Start of Extracted material
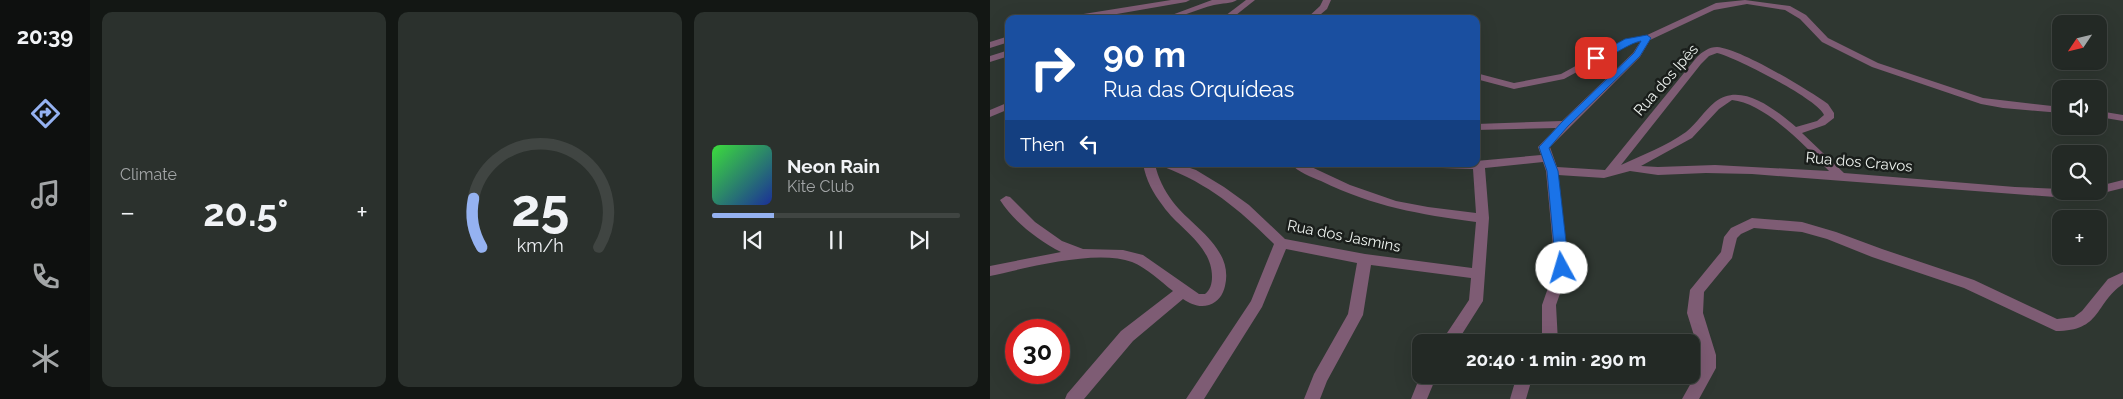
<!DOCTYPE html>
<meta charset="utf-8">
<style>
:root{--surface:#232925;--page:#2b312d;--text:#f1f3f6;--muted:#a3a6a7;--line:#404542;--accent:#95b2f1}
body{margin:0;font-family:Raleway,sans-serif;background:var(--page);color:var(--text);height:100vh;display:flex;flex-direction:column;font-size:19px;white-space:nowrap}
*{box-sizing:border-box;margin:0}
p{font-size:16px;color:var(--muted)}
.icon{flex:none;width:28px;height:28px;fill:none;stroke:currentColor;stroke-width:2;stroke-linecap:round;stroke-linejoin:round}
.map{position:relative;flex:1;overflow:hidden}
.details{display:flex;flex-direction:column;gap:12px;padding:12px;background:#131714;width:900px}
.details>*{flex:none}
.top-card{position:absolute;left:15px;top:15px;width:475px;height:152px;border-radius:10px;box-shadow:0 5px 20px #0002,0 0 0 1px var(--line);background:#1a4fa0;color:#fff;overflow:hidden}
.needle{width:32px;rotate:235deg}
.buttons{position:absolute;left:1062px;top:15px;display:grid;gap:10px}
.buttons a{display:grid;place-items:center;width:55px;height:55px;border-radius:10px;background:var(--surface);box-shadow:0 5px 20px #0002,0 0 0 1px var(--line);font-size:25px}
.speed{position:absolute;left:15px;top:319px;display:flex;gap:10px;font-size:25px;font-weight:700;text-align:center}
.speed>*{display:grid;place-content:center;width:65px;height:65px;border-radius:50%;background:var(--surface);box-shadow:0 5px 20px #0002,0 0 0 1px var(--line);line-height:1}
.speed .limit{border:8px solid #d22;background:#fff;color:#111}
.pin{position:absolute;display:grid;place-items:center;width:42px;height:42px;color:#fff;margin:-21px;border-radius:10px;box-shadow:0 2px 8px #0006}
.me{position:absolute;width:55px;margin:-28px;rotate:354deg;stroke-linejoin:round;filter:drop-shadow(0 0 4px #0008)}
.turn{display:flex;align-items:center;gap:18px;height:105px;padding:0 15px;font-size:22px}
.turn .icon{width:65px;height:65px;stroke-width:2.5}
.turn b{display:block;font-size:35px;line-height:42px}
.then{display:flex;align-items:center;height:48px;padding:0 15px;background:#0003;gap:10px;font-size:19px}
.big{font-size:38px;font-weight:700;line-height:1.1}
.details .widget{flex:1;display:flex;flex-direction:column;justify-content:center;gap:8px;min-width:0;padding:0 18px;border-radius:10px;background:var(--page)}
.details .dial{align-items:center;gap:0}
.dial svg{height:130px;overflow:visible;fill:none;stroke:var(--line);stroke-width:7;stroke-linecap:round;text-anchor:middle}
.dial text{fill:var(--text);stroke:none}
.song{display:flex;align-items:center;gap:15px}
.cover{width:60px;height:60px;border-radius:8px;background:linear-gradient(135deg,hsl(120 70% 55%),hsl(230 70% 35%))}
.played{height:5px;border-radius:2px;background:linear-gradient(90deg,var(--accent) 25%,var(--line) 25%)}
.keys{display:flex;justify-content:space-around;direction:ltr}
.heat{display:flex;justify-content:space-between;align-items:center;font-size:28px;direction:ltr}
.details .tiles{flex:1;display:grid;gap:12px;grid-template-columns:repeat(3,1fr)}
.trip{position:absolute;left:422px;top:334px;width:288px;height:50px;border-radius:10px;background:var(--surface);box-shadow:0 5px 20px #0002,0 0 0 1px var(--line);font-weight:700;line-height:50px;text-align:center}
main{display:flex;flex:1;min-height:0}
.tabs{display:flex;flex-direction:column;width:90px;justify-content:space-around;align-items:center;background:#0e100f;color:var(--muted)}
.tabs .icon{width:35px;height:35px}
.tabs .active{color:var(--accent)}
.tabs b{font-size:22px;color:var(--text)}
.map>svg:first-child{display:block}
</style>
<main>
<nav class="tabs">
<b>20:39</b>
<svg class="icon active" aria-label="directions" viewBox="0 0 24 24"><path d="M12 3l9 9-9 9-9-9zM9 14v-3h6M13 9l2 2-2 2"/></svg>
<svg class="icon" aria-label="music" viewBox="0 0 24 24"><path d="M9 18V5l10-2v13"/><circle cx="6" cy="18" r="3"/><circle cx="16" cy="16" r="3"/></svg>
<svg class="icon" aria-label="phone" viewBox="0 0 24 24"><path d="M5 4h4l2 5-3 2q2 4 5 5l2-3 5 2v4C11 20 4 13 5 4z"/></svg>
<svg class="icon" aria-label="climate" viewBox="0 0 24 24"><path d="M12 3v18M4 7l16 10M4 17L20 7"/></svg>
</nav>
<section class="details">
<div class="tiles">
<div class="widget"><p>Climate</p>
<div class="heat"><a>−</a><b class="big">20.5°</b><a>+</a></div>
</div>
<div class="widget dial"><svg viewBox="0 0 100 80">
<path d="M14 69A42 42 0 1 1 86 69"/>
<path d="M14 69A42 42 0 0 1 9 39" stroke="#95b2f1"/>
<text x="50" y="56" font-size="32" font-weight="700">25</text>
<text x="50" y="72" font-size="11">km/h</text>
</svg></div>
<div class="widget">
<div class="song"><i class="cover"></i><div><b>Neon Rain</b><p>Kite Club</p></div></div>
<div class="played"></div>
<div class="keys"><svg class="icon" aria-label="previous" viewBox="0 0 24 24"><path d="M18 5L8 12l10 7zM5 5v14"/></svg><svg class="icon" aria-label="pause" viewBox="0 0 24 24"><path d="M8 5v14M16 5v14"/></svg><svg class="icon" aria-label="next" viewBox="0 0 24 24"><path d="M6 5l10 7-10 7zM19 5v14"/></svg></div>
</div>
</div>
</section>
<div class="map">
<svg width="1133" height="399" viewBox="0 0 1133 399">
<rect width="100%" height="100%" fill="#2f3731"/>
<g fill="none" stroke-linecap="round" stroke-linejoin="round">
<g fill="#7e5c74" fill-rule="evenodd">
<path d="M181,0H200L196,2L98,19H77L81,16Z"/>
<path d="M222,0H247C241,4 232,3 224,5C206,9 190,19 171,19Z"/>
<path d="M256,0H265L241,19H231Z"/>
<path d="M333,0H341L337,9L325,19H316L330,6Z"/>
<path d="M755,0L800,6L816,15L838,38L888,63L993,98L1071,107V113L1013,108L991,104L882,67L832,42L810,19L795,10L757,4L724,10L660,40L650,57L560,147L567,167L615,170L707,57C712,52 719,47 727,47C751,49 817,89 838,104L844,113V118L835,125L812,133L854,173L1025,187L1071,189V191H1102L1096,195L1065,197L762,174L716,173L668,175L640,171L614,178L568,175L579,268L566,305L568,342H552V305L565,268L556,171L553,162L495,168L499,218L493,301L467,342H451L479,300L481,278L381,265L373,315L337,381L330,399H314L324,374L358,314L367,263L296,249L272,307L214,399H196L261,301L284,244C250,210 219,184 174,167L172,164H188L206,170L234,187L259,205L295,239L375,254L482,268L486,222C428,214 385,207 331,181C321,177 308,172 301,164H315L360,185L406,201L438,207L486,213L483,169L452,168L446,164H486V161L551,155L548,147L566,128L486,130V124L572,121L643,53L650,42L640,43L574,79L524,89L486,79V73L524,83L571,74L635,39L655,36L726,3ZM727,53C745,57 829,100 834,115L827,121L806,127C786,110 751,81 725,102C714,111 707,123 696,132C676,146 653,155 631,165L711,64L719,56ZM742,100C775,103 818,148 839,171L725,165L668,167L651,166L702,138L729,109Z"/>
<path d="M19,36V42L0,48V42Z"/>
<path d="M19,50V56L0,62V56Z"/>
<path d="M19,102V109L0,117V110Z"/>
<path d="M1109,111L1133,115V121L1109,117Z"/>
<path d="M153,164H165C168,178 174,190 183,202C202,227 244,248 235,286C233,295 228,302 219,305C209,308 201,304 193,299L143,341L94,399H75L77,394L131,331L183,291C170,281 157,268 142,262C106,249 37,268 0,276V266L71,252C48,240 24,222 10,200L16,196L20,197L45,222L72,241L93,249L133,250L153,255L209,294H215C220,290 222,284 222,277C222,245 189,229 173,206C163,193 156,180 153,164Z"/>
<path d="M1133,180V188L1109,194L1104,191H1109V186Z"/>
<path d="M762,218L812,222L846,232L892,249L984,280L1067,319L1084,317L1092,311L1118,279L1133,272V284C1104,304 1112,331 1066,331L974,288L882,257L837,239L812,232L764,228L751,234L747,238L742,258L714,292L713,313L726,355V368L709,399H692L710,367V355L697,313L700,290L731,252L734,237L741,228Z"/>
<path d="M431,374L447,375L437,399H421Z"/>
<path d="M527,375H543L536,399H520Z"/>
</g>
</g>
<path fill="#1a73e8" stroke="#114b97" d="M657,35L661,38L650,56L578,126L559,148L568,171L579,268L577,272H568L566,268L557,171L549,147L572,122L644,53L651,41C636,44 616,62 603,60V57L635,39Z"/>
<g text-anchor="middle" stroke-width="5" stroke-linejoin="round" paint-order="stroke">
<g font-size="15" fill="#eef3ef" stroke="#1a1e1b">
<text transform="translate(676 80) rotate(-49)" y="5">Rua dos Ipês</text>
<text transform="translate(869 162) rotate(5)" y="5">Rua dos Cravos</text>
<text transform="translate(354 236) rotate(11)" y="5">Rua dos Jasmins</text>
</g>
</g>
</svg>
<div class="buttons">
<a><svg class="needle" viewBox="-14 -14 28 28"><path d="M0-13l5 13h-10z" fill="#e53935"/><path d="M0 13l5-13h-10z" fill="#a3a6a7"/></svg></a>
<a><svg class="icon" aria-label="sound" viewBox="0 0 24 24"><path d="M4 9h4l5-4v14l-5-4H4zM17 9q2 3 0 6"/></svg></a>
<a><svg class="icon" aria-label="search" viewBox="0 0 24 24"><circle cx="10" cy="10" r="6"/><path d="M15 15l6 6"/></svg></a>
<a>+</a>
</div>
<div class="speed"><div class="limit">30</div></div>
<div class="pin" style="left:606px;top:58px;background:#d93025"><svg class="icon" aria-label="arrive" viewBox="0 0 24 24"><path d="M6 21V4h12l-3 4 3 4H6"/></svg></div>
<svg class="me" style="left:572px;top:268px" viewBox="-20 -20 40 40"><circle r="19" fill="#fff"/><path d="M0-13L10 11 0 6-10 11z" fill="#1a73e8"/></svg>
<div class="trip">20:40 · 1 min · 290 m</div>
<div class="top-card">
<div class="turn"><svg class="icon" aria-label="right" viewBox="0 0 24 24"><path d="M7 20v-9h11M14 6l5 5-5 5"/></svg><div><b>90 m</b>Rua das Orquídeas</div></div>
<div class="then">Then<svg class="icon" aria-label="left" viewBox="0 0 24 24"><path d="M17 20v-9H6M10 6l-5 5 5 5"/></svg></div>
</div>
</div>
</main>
End of Extracted material
- _Problem description_: For each line above that includes the word "position", make a copy of that line.

- _Response area_:
.map{position:relative;flex:1;overflow:hidden}
.top-card{position:absolute;left:15px;top:15px;width:475px;height:152px;border-radius:10px;box-shadow:0 5px 20px #0002,0 0 0 1px var(--line);background:#1a4fa0;color:#fff;overflow:hidden}
.buttons{position:absolute;left:1062px;top:15px;display:grid;gap:10px}
.speed{position:absolute;left:15px;top:319px;display:flex;gap:10px;font-size:25px;font-weight:700;text-align:center}
.pin{position:absolute;display:grid;place-items:center;width:42px;height:42px;color:#fff;margin:-21px;border-radius:10px;box-shadow:0 2px 8px #0006}
.me{position:absolute;width:55px;margin:-28px;rotate:354deg;stroke-linejoin:round;filter:drop-shadow(0 0 4px #0008)}
.trip{position:absolute;left:422px;top:334px;width:288px;height:50px;border-radius:10px;background:var(--surface);box-shadow:0 5px 20px #0002,0 0 0 1px var(--line);font-weight:700;line-height:50px;text-align:center}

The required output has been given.